Molti personaggi hanno due nomi, un richiamo alla personalità doppia. Mi piace quando si confondono realtà e immaginazione, fonti storiche e invenzione. È tutto mescolato. Anzi, penso che gli artisti, di qualunque tipo essi siano, assorbano quello che vedono, sentono, sognano, leggono. Lo assorbono e lo mescolano con i propri ricordi ed esperienze, per far uscirne qualcosa di nuovo, in un’altra forma. E quindi non distinguo verità e finzione perché per me è tutto reale.

Come Ira-Abel, anche tu sei cresciuta in una fattoria con degli agnelli. Ti ci affezionavi?
Quando un agnello è orfano lo allevi tu ed è difficile non affezionarcisi anche se cerchi di non farlo, perché si tratta pur sempre di un’azienda agricola e a un certo punto quegli agnelli dovranno essere macellati. Molte delle nozioni sugli agnelli contenute nel libro sono di prima mano. Quando gli agnelli muoiono, e succede spesso per vari motivi, arrivano le cornacchie e si portano via la parte più facile da prendere, il bulbo oculare. Immagino sia piuttosto gustoso. È così che spesso si trovano gli agnelli, già mezzi mangiati. Ogni bambino che cresce in una fattoria impara molto presto il ciclo della vita e della morte. Ed è una cosa meravigliosa da scoprire a quell’età, ti prepara per quel che ti accadrà nella vita.

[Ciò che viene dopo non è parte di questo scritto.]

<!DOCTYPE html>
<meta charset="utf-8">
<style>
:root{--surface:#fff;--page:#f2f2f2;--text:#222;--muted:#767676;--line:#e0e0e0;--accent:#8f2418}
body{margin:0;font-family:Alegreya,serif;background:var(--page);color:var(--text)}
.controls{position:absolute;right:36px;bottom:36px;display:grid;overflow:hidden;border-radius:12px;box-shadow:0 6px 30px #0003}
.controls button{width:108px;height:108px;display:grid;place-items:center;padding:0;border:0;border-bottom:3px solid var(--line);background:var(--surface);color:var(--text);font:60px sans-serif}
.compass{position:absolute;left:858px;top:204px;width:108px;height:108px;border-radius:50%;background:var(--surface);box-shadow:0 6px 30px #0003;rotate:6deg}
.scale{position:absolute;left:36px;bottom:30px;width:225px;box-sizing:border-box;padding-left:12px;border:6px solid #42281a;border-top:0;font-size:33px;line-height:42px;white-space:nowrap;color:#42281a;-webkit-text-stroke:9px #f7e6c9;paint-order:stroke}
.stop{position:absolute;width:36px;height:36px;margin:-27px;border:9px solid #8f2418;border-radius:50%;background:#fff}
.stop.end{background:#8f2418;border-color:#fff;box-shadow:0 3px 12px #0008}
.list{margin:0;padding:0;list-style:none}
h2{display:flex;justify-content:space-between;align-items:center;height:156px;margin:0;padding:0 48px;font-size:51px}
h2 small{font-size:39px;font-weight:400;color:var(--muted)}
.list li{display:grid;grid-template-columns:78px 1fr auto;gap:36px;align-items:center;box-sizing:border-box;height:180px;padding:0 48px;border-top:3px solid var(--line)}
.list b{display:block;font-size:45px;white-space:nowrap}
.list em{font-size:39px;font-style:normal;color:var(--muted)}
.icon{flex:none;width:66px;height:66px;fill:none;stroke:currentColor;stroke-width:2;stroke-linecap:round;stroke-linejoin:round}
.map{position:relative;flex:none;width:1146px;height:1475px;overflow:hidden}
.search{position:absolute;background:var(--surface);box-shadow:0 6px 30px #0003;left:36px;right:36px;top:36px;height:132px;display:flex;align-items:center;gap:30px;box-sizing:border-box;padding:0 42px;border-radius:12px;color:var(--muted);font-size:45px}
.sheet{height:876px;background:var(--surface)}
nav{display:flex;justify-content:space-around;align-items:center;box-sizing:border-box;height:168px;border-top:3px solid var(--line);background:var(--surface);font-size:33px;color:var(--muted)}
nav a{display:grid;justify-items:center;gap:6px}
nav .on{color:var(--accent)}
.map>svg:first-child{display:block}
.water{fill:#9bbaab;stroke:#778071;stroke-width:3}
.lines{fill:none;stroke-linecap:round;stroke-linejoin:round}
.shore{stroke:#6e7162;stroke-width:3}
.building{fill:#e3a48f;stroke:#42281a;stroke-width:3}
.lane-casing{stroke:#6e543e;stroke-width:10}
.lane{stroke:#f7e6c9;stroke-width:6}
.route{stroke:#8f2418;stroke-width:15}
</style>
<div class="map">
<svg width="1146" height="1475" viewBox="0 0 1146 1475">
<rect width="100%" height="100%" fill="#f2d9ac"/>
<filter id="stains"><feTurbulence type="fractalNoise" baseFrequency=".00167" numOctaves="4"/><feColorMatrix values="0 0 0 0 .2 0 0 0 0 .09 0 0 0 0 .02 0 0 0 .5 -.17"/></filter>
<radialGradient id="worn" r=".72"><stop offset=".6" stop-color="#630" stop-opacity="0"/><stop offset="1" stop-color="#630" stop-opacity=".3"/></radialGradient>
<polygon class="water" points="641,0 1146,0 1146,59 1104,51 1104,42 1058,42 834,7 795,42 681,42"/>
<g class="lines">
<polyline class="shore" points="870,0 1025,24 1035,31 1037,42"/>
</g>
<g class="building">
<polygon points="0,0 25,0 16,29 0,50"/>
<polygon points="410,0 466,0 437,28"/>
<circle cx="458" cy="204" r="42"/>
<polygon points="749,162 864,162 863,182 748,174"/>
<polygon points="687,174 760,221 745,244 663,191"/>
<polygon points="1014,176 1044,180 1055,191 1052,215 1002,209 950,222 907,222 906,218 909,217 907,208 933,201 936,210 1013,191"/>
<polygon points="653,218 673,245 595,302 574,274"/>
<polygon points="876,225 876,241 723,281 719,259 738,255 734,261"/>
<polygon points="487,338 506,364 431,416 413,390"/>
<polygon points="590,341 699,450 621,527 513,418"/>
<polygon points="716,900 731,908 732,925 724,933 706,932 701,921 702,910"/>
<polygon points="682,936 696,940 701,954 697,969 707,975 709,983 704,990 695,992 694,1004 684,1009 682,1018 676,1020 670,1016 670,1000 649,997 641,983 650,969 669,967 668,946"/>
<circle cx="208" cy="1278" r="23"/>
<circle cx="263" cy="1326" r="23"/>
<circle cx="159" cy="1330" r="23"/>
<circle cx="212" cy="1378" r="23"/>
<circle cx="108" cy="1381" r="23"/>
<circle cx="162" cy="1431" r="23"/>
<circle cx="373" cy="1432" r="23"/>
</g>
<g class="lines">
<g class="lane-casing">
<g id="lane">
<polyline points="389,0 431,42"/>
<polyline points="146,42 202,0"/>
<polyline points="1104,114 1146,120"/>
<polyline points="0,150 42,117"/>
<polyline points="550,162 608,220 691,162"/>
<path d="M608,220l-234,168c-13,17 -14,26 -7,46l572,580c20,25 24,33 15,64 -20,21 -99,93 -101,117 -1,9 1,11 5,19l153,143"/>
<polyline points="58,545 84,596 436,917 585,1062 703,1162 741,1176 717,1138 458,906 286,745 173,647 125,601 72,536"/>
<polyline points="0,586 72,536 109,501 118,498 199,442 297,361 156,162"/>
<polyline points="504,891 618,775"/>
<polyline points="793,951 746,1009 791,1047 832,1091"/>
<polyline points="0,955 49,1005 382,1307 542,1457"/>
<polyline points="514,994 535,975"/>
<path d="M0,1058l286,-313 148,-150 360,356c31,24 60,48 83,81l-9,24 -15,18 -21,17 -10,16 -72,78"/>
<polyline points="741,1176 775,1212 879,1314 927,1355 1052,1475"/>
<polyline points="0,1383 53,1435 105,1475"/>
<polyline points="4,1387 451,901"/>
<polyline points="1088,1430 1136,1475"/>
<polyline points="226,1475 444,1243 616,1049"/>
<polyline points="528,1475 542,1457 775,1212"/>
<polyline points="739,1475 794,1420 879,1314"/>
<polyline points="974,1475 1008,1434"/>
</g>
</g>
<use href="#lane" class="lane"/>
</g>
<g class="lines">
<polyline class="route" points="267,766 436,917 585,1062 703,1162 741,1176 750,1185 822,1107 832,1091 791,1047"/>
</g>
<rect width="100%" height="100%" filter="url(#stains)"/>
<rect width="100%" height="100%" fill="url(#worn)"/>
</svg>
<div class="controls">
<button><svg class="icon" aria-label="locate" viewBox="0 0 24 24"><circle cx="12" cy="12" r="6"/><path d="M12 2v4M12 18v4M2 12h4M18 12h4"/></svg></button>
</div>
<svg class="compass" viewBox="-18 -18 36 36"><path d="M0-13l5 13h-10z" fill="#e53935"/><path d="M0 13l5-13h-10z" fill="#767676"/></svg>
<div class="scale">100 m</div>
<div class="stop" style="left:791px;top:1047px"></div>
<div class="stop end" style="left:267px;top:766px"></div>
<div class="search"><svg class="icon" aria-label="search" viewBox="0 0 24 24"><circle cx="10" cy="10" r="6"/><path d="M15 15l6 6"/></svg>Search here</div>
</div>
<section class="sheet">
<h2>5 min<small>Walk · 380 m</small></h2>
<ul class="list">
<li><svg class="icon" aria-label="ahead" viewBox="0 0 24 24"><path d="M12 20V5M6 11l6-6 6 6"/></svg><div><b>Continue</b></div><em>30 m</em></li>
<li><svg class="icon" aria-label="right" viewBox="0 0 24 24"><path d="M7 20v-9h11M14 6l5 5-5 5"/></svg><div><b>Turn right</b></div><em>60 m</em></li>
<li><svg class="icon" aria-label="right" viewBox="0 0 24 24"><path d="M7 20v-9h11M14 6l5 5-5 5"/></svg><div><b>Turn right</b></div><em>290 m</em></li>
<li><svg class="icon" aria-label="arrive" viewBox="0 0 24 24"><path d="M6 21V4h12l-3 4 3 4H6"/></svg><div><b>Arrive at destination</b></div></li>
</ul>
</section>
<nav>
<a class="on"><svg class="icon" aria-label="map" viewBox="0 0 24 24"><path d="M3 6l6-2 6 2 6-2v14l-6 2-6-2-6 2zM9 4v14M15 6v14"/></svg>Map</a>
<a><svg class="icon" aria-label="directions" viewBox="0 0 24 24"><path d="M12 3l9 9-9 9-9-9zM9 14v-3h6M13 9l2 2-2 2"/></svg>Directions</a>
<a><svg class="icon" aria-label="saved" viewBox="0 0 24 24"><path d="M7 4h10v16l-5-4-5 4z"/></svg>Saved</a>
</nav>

Nel libro c’è molto folclore, tipo la frase “niente more dopo settembre”. Sei superstiziosa?
Ho studiato il folclore d’ogni mese e ho scritto i poemi di conseguenza, mese per mese. Molti di quelle superstizioni albergano dentro di noi, no? Io un filo preoccupata lo sono quando passo sotto a una scala o quando si rompe uno specchio. Sono superstizioni nate chissà quando, forse solo per invitarci a stare attenti.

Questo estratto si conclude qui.